(Stored data)
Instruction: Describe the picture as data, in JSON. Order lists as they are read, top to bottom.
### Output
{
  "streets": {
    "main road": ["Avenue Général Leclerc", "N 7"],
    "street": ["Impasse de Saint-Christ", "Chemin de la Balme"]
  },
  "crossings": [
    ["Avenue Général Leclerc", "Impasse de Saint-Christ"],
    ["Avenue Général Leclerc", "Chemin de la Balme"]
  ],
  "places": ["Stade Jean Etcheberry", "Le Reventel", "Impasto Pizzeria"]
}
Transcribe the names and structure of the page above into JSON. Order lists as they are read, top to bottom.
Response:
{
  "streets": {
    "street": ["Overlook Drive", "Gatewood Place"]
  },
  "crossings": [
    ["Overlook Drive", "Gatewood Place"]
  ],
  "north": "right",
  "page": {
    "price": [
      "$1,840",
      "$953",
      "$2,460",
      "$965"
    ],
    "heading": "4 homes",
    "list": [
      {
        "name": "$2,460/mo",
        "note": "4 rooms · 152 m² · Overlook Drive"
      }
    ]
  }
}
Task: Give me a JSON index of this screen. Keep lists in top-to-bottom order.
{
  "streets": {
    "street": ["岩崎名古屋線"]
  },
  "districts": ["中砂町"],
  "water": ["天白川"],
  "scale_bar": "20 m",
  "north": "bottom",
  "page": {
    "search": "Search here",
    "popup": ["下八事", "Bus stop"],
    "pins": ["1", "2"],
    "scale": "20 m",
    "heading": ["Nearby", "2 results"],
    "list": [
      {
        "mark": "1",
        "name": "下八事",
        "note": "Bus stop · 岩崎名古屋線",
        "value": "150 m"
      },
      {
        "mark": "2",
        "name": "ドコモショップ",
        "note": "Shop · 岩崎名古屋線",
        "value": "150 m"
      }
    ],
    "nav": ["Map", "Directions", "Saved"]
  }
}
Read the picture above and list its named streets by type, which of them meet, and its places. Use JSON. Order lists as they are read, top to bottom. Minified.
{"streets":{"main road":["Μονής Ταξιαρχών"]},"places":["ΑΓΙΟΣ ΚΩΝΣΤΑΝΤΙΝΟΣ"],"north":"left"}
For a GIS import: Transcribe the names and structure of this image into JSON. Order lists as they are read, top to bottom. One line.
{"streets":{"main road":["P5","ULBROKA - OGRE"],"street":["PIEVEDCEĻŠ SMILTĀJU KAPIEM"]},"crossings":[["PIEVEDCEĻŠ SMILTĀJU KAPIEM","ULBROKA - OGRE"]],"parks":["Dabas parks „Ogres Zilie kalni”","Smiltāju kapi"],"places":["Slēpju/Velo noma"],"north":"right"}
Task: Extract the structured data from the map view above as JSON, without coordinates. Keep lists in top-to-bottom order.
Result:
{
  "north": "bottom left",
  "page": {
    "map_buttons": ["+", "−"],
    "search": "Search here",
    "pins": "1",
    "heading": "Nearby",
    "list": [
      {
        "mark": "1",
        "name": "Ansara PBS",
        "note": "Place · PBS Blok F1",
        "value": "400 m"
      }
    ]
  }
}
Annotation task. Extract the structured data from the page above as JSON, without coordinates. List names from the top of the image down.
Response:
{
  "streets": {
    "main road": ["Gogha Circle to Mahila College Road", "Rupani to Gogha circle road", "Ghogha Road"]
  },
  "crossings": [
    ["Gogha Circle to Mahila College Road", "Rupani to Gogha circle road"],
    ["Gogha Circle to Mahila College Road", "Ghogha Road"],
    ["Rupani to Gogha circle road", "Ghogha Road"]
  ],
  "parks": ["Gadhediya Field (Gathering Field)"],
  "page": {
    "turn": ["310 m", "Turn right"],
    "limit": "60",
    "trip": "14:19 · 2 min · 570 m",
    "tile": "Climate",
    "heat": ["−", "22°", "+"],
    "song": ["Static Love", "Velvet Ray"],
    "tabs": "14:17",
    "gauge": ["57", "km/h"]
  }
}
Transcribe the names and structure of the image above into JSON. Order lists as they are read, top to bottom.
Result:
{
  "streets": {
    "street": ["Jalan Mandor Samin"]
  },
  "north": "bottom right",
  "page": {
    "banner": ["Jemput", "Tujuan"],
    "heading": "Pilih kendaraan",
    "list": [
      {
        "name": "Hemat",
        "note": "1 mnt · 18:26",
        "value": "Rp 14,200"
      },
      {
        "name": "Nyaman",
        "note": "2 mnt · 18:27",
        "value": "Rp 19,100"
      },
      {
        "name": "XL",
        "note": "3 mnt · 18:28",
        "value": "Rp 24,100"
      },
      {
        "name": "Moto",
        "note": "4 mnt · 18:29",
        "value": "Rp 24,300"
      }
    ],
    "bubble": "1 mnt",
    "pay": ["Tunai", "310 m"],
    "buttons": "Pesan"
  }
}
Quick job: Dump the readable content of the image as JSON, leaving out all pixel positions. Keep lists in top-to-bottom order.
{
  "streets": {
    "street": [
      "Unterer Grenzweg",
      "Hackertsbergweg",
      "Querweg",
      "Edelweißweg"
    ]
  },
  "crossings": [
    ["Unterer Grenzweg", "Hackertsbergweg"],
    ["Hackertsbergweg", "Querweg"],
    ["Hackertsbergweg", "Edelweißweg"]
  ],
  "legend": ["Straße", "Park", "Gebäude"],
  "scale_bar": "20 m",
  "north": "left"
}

▶ Action item
From the first line of the data above to the line holding "Transcribe the names and structure of the page", reproduce each line exactly; emit no other lines.

▶ Output below
Instruction: Describe the picture as data, in JSON. Order lists as they are read, top to bottom.
### Output
{
  "streets": {
    "main road": ["Avenue Général Leclerc", "N 7"],
    "street": ["Impasse de Saint-Christ", "Chemin de la Balme"]
  },
  "crossings": [
    ["Avenue Général Leclerc", "Impasse de Saint-Christ"],
    ["Avenue Général Leclerc", "Chemin de la Balme"]
  ],
  "places": ["Stade Jean Etcheberry", "Le Reventel", "Impasto Pizzeria"]
}
Transcribe the names and structure of the page above into JSON. Order lists as they are read, top to bottom.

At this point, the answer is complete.